We’re not talking about it that much. I mean, there’s a hat for sale in the campaign merch store. And it’s not like it’s hard to tell. Kamala Harris talks about her background all the time, how it has prepared her for the role of President, about how it connects her to the concerns of a majority of Americans. We’ve talked about the role of Second Gentleman Doug Emhoff, and what he’d do with a future role as First Gentleman. But still, Hillary Clinton spent Election Night in the Javits Center, underneath a literal glass ceiling. We’re more wary this time around. And yet, it’s there. I can feel it in the back of my heart, in that little storm tossed sea where hope rises whether I want it to or not.
There’s a chance that this year we’ll elect our first woman president.

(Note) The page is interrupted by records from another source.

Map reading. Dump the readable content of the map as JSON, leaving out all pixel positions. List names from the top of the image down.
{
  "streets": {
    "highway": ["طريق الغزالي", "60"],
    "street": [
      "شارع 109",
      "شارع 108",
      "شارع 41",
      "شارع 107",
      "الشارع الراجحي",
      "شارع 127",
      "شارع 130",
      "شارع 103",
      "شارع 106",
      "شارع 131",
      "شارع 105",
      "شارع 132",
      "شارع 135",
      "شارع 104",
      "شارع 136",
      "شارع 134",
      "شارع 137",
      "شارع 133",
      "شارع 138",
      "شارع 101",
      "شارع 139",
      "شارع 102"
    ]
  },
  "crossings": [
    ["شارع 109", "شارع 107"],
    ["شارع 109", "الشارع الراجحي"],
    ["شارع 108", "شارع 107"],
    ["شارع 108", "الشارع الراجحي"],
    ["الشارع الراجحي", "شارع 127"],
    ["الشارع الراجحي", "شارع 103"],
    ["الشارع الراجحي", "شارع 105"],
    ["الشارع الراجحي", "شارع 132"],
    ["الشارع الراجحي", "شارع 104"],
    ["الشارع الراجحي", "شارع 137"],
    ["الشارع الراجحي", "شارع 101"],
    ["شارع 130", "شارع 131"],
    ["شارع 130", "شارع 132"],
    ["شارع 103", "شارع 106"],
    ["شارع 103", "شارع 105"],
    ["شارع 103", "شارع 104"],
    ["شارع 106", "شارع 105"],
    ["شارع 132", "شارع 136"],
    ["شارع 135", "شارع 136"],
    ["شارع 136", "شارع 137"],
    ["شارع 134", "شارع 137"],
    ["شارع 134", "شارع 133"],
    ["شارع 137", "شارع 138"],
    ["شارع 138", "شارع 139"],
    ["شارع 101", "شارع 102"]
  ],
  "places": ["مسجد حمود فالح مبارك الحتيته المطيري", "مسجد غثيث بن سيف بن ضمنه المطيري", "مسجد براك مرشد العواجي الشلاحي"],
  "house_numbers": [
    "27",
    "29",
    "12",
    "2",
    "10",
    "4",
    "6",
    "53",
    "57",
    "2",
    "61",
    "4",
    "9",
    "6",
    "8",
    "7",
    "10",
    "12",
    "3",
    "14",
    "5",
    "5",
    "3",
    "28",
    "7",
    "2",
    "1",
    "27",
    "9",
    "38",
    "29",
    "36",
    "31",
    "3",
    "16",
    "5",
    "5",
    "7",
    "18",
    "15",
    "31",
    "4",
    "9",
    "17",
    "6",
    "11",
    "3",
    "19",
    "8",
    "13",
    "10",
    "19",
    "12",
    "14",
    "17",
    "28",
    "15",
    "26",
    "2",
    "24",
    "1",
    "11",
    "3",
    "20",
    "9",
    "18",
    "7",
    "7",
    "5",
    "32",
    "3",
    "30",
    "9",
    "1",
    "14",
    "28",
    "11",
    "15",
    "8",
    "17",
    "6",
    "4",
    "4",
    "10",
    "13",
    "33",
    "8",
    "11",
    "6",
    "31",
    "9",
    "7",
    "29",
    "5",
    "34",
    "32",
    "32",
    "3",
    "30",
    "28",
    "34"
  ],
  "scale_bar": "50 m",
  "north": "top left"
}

Representation isn’t everything, of course. There is no woman that could run for President from this Republican party that I would vote for, because Republican policies these days are broadly heinous, and specifically detrimental to women’s financial, political, and social equality. But it does mean something that Kamala Harris would be the first woman, the first Black woman, and the first Asian-American president, that she would be bringing her blended family, and her immigrant parents, and her middle class roots with her to the White House. It matters that kids of all genders and backgrounds would see Kamala Harris in one of the most powerful positions in the world, that they would grow up in a country that can put someone like her in the White House. And after almost a decade of Donald Trump, a court adjudicated rapist who incites racist violence just by breathing and who surrounds himself with some of the most effective racist, misogynist fear mongers in politics, it would also be incredibly cathartic.
In a lot of ways it feels like we’ve gone backwards in the past few years. The Supreme Court overturned the constitutional right to an abortion after 50 years of settled law. Republicans are talking about overturning the right to IVF, birth control, gay marriage, and no-fault divorce in the same fashion. The right has spent the last several years inciting hate and violence against trans people couched in an attempt to “protect women” from inequality in sports and the false specter of malevolent men using trans disguises to attack women in bathrooms. But not only has this done nothing to protect women, it's done extraordinary harm to trans women and trans people writ large who already face violence, discrimination, and barriers to care.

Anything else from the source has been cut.